If a CEO wants to know how the business performs, he typically relies on the information given to him by his own subordinates. They, in turn, rely on the information given to them by their subordinates. And so on. On each level in an organizational hierarchy, information is aggregated from subordinates, filtered and twisted by the managers so they can convey a version of the truth that aligns with their own agendas. These things apparently also take time and a lot of information gets filtered out in the process. So how accurate, complete and timely is the information eventually given to the CEO?

Most managers know they receive information which has been filtered and twisted by their subordinates. Some exercise “Management By Walking Around” to get a better picture. But MBWA does not scale very well. It might work for a team manager or managers in a SMB, but it is not likely to work for someone in middle or top management in a large and distributed company. They have to rely on distant management.

This is probably also why many managers find Business Intelligence so appealing. BI allows them to get aggregate data from distant corners of their business, view it from different angles and analyze it to determine how different parts and the business as a whole performs. They get direct access to "the truth".

But, relying too much on traditional BI can also be deceiving. The diagrams and figures on their BI dashboards do not tell them what people are doing, what problems they are dealing with, which decisions are being made, and so on. This is where social software enters the picture. Social software – such as the combination of social networks, feeds and tools such as blogs and micro-blogs – can help to inform managers about these things. In essence, the power of social software comes down to two things:

  • It allows and encourages people to capture, share and consume information in an easy and convenient way.
  • It provides an infrastructure for rapid dissemination of relevant information across time, space and organization.

By the smart use of social software, a business can create a digital work environment where managers (and others) can inform themselves and learn from the activities and decisions made by people instead of just relying on transactional data and the information they get from their subordinates or managers. They can tap in to any source they want, feed it to their dashboards, monitor what’s going on and proactively act on any signals of opportunities or problems. Social software allows managers to practice “Management By Listening Around” on a scale which has never before been possible.

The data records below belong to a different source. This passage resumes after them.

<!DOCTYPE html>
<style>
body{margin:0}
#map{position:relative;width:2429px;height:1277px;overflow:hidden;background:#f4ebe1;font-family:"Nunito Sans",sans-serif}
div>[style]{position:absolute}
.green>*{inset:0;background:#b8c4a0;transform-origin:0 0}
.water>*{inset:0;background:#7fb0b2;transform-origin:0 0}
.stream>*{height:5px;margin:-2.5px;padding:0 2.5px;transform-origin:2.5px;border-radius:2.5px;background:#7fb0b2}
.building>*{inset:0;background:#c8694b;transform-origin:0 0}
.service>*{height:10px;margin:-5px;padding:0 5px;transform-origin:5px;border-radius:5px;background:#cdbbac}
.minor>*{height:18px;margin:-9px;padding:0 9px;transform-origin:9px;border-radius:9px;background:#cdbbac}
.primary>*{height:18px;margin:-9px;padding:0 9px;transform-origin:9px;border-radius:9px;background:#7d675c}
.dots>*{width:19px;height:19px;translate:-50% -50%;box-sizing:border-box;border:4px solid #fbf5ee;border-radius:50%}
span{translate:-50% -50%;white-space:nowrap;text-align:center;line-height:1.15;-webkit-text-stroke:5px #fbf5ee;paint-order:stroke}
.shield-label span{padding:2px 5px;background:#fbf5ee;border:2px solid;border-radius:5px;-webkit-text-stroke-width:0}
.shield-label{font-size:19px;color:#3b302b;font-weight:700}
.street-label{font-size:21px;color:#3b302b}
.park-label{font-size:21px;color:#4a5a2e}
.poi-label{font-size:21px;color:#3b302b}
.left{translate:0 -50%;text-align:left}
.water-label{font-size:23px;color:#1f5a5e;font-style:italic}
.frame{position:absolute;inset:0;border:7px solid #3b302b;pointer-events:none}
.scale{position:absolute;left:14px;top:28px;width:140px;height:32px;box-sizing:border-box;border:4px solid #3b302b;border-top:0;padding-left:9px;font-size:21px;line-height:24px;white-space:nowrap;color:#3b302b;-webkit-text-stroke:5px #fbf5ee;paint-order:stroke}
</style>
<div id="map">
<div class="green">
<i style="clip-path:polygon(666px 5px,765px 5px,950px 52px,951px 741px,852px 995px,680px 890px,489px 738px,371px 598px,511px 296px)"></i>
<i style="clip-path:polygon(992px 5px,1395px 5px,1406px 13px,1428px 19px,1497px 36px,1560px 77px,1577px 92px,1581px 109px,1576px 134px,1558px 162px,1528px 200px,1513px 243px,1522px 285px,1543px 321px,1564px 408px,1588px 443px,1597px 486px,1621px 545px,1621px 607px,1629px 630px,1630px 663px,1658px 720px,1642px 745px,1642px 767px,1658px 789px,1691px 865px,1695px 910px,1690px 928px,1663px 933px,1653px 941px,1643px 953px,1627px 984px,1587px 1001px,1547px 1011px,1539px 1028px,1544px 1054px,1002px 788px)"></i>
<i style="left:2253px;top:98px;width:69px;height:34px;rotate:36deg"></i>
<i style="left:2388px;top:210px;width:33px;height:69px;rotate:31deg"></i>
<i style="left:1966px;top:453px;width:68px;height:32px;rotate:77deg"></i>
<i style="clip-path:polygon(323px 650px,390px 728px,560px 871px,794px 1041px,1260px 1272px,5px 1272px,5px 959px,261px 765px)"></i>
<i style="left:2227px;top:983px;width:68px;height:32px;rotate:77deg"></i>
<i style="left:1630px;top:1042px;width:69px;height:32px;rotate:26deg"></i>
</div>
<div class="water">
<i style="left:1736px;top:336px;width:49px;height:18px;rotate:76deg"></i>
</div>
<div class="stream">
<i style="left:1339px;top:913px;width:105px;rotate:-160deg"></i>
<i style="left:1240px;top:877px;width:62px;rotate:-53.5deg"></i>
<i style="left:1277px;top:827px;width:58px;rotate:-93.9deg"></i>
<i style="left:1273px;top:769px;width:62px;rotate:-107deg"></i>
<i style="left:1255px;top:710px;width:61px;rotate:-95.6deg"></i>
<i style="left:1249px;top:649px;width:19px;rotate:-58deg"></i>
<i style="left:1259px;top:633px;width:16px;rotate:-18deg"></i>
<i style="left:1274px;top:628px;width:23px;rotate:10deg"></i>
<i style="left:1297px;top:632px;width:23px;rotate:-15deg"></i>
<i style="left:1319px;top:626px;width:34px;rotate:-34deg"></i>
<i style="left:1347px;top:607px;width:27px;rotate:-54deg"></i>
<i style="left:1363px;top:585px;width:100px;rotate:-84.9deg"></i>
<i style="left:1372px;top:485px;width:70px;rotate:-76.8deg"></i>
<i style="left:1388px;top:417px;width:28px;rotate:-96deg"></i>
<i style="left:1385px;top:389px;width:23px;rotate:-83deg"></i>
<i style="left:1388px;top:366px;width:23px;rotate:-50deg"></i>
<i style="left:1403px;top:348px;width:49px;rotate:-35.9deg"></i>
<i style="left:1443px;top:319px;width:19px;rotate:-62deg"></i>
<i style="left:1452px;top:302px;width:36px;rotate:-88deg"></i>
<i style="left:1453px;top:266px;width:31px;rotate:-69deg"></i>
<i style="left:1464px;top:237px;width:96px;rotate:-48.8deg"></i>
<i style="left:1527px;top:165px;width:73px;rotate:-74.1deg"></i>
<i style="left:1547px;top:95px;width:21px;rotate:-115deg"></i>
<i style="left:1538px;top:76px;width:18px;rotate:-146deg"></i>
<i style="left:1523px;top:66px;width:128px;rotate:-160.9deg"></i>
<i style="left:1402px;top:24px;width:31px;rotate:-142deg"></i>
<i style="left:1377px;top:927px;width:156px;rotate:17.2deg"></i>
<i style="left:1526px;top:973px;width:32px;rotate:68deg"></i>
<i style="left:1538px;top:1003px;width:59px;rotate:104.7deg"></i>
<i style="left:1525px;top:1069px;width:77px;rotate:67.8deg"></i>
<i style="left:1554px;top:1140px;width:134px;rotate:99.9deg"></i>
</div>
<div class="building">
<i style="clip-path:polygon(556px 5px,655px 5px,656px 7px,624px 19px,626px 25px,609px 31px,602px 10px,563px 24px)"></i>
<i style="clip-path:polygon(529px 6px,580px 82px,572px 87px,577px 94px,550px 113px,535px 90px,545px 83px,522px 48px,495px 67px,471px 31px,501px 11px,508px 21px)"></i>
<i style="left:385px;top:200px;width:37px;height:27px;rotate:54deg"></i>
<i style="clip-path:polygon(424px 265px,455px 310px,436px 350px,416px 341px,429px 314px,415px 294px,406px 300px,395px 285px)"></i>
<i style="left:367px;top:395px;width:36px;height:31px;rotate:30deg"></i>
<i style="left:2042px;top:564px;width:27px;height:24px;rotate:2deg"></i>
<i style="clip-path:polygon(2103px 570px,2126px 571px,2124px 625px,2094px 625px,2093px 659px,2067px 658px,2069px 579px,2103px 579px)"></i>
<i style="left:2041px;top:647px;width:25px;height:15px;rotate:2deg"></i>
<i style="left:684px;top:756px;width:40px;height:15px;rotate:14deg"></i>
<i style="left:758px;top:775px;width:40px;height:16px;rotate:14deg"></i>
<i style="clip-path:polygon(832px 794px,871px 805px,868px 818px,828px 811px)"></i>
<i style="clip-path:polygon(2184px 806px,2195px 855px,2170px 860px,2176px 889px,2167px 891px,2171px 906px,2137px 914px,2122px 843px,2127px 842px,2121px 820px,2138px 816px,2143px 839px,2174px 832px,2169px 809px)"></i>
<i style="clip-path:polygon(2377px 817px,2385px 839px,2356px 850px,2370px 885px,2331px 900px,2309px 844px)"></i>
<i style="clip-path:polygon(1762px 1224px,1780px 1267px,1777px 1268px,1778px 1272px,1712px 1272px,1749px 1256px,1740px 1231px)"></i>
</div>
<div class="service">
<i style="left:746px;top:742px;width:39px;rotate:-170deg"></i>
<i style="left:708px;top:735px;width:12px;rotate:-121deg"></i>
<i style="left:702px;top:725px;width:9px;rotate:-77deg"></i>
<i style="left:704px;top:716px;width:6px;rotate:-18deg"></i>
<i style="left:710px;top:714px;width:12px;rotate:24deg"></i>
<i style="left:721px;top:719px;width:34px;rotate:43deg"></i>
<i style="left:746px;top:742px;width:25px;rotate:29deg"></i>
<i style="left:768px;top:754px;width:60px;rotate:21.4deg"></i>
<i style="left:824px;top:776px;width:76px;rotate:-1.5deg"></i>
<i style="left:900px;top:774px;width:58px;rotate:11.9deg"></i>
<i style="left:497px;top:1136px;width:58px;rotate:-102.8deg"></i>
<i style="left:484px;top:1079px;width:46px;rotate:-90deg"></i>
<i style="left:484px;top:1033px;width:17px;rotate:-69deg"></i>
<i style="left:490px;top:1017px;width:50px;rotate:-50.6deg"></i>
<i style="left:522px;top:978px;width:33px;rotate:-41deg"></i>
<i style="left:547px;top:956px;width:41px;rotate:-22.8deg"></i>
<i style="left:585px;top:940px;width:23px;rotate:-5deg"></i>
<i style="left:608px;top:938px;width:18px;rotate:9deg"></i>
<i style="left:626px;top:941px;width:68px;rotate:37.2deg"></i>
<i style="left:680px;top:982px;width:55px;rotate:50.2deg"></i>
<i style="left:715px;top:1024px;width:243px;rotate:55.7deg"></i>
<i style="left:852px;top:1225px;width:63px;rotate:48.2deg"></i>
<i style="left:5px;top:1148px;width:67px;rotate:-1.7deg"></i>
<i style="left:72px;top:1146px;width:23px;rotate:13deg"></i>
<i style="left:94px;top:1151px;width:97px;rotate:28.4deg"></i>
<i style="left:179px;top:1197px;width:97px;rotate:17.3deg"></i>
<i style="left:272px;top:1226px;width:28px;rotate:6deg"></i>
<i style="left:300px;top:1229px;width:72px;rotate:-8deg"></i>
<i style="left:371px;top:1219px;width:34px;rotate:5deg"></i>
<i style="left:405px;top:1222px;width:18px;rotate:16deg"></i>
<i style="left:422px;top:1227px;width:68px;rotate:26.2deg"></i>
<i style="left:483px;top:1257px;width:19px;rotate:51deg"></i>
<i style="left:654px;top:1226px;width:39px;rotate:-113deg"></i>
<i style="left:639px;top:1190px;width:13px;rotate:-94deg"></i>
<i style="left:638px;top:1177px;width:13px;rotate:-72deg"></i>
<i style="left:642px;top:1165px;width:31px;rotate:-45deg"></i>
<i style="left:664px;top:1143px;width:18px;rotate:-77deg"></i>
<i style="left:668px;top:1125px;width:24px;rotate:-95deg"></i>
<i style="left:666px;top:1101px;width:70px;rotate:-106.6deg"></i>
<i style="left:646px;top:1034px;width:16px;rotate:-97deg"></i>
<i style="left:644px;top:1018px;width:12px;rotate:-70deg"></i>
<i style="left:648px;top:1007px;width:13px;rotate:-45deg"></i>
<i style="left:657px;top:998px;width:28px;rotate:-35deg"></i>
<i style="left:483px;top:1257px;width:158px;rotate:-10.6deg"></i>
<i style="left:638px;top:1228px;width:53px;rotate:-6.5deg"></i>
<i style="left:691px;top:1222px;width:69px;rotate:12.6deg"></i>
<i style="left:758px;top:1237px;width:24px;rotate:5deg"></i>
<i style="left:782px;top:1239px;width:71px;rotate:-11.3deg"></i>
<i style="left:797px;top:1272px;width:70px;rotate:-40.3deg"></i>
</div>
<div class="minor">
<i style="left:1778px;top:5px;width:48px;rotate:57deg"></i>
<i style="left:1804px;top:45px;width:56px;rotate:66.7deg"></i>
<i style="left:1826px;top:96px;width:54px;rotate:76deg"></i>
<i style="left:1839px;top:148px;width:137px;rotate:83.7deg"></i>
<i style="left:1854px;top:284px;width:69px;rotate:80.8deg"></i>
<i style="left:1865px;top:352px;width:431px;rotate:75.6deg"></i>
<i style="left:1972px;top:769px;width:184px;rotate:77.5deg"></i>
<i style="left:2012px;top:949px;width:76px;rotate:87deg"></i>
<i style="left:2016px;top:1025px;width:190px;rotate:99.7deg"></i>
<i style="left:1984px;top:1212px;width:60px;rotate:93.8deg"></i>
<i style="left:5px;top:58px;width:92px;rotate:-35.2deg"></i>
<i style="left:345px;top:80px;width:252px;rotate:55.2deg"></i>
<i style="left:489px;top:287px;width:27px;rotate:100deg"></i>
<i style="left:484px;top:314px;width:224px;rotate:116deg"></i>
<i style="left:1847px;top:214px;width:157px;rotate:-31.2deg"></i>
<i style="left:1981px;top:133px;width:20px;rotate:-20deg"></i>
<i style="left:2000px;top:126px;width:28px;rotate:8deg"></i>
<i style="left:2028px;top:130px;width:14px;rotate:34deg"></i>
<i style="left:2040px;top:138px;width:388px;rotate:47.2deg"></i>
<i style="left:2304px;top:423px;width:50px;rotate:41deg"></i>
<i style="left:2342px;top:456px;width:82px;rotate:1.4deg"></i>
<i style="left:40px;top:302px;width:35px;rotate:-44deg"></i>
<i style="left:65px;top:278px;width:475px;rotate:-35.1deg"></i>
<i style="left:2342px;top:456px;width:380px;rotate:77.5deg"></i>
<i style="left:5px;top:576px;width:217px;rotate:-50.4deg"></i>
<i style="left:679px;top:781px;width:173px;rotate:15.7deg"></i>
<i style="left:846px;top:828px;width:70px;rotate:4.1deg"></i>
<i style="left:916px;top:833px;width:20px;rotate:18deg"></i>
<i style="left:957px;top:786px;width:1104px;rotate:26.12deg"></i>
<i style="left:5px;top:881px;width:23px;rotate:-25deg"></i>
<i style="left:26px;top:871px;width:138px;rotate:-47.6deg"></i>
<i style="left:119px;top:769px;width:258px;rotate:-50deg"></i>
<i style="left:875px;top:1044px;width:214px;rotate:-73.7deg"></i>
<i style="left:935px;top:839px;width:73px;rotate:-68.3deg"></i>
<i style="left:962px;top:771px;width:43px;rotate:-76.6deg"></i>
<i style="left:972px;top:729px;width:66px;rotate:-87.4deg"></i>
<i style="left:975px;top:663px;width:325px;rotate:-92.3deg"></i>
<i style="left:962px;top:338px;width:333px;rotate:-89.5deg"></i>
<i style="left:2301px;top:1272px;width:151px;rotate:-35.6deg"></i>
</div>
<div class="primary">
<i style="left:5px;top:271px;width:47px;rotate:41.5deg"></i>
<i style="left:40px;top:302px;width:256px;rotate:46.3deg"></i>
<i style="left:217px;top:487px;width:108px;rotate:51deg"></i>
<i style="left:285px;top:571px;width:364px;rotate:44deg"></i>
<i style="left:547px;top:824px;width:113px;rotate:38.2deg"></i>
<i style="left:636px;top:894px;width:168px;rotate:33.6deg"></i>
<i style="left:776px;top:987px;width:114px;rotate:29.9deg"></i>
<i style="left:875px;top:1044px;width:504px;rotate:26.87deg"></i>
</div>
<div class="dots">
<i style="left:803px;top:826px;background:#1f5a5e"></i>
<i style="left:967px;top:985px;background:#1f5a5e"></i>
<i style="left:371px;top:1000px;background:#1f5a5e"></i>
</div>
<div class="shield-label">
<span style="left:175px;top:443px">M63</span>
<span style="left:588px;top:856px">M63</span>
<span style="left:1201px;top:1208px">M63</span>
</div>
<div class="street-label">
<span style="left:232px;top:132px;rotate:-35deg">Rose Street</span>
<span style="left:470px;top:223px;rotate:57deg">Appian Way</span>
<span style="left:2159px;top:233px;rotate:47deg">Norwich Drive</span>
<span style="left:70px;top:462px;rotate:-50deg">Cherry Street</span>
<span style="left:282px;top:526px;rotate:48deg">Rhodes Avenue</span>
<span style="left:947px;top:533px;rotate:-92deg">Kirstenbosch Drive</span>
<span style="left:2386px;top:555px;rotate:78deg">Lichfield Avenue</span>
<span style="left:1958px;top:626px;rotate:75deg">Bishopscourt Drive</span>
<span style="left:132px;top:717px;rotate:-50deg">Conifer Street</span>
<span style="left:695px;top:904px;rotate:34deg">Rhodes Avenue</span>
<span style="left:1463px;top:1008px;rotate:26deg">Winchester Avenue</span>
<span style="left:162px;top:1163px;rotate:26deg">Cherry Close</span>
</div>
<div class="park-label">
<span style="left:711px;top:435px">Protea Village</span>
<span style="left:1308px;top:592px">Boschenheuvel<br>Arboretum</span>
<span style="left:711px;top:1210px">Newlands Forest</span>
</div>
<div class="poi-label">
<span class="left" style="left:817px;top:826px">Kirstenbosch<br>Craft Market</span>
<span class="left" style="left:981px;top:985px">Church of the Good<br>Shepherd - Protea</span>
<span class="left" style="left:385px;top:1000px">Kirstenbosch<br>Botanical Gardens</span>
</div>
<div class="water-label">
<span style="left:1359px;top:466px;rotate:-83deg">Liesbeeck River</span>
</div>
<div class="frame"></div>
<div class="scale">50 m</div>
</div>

It is a fact that information disseminates much more efficiently in networks than they do in hierarchies. This makes social software such as social networks, feeds and blogs and micro-blogging crucial components in any digital work environment which aims to reduce human latency in business processes, to allow ideas to flow more freely to spur innovation, to make people discover information and people more easily, and to make collaboration happen more naturally across time, space and organization.

Social software also presents a great possibility for managers to listen to and learn about how their business is performing by giving them access to more accurate, complete and timely information. But it also presents a threat to those managers (and information-hoarding “experts”) who have build their positions on the exclusive right to distribute information up- and downwards in a hierarchic organization.